(Collected data)
━━━━━━━━

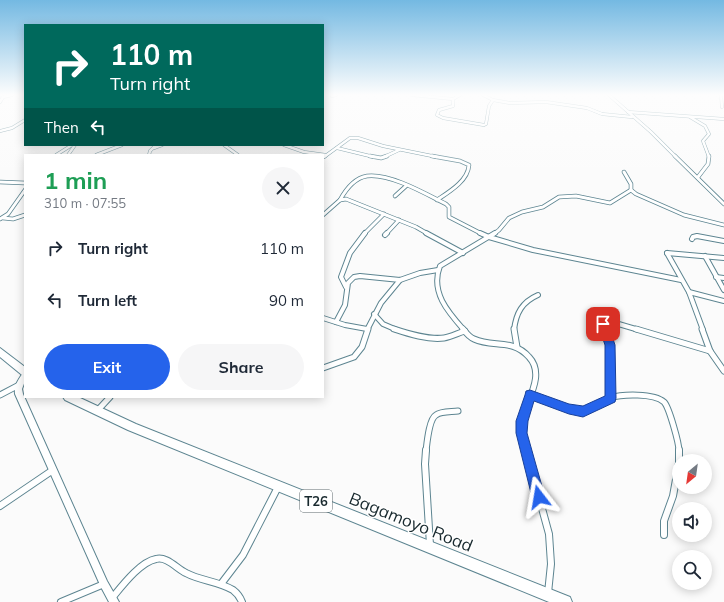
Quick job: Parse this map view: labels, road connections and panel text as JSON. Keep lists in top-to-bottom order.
{
  "streets": {
    "highway": ["T26", "Bagamoyo Road"]
  },
  "north": "bottom left",
  "page": {
    "turn": ["110 m", "Turn right"],
    "then": "Then",
    "heading": ["1 min", "310 m · 07:55"],
    "list": [
      {
        "name": "Turn right",
        "value": "110 m"
      },
      {
        "name": "Turn left",
        "value": "90 m"
      }
    ],
    "buttons": ["Exit", "Share"]
  }
}
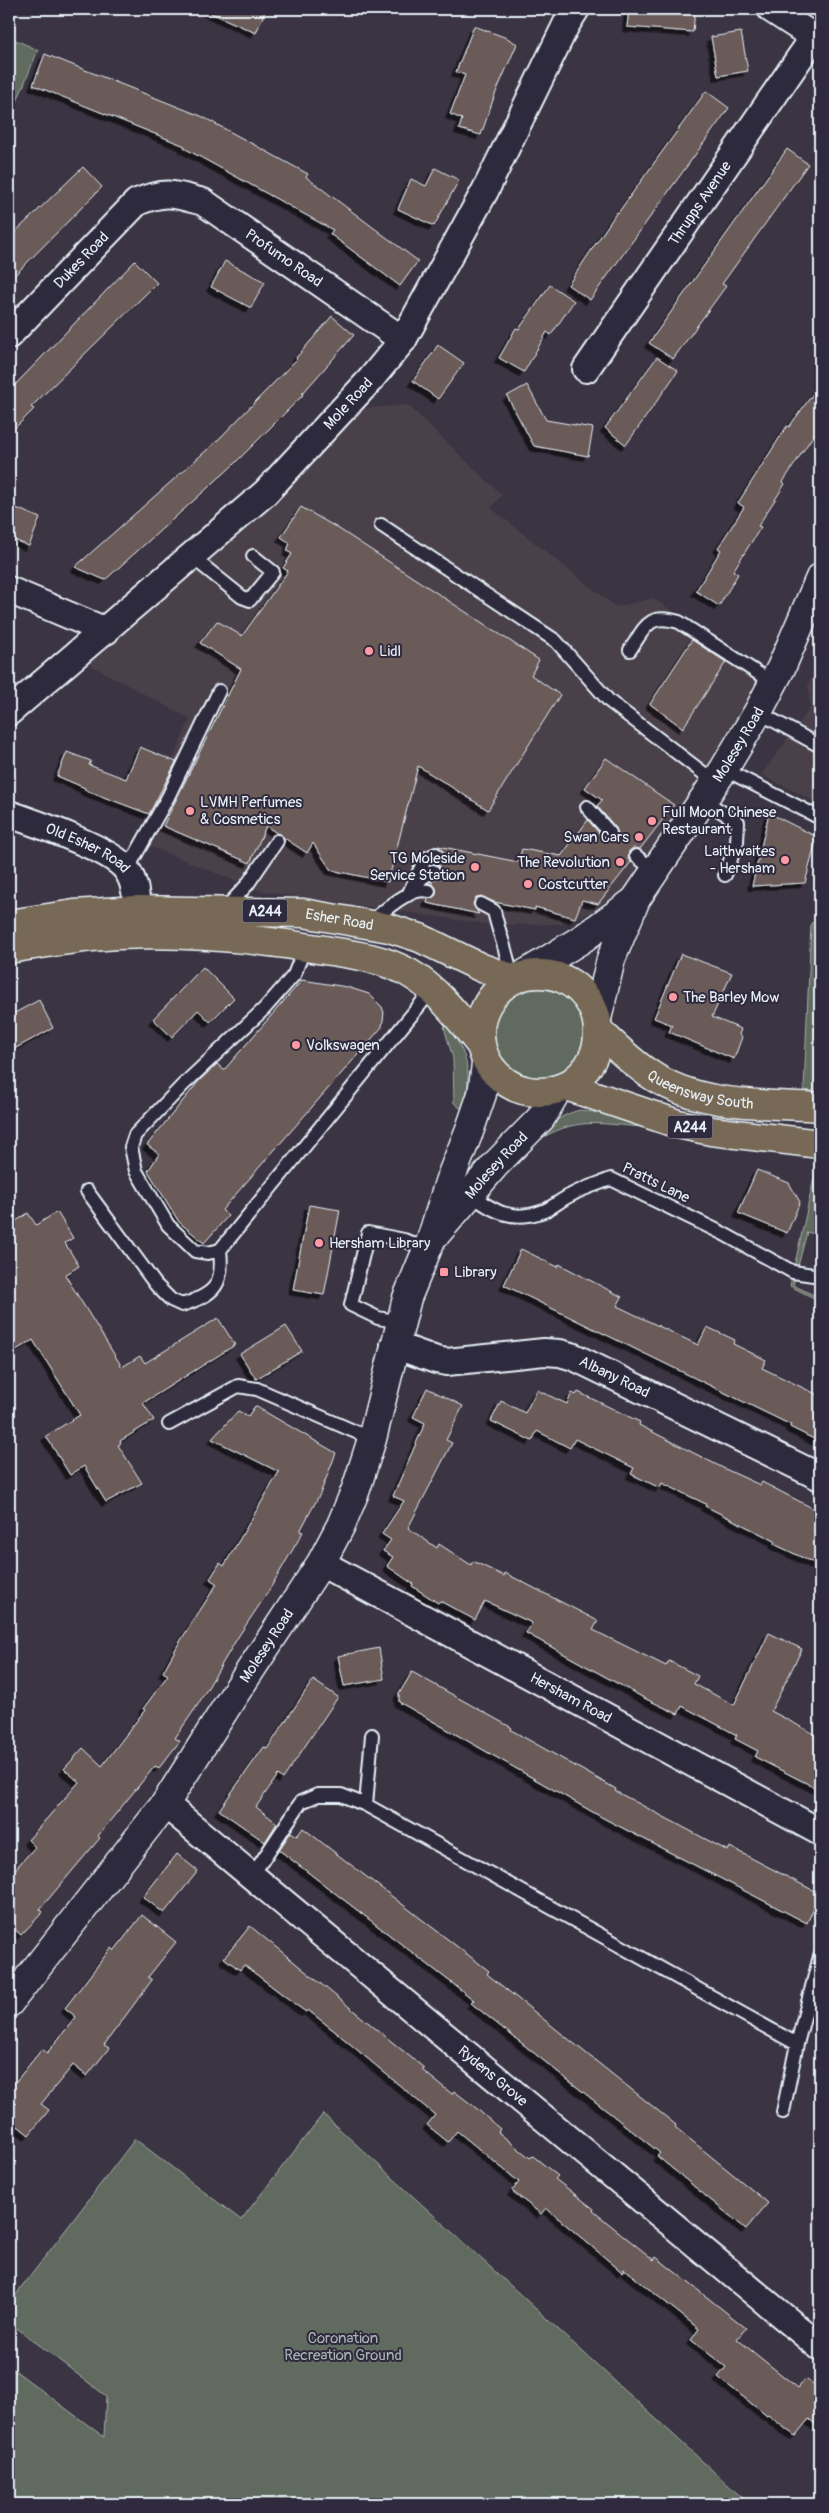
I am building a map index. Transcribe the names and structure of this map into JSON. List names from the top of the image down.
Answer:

━━━━━━━━

• WORK TO BE COMPLETED: Each line above should be returned exactly as written, apart from any pictures.

• SOLUTION TO THIS TASK:
Quick job: Parse this map view: labels, road connections and panel text as JSON. Keep lists in top-to-bottom order.
{
  "streets": {
    "highway": ["T26", "Bagamoyo Road"]
  },
  "north": "bottom left",
  "page": {
    "turn": ["110 m", "Turn right"],
    "then": "Then",
    "heading": ["1 min", "310 m · 07:55"],
    "list": [
      {
        "name": "Turn right",
        "value": "110 m"
      },
      {
        "name": "Turn left",
        "value": "90 m"
      }
    ],
    "buttons": ["Exit", "Share"]
  }
}
I am building a map index. Transcribe the names and structure of this map into JSON. List names from the top of the image down.
Answer:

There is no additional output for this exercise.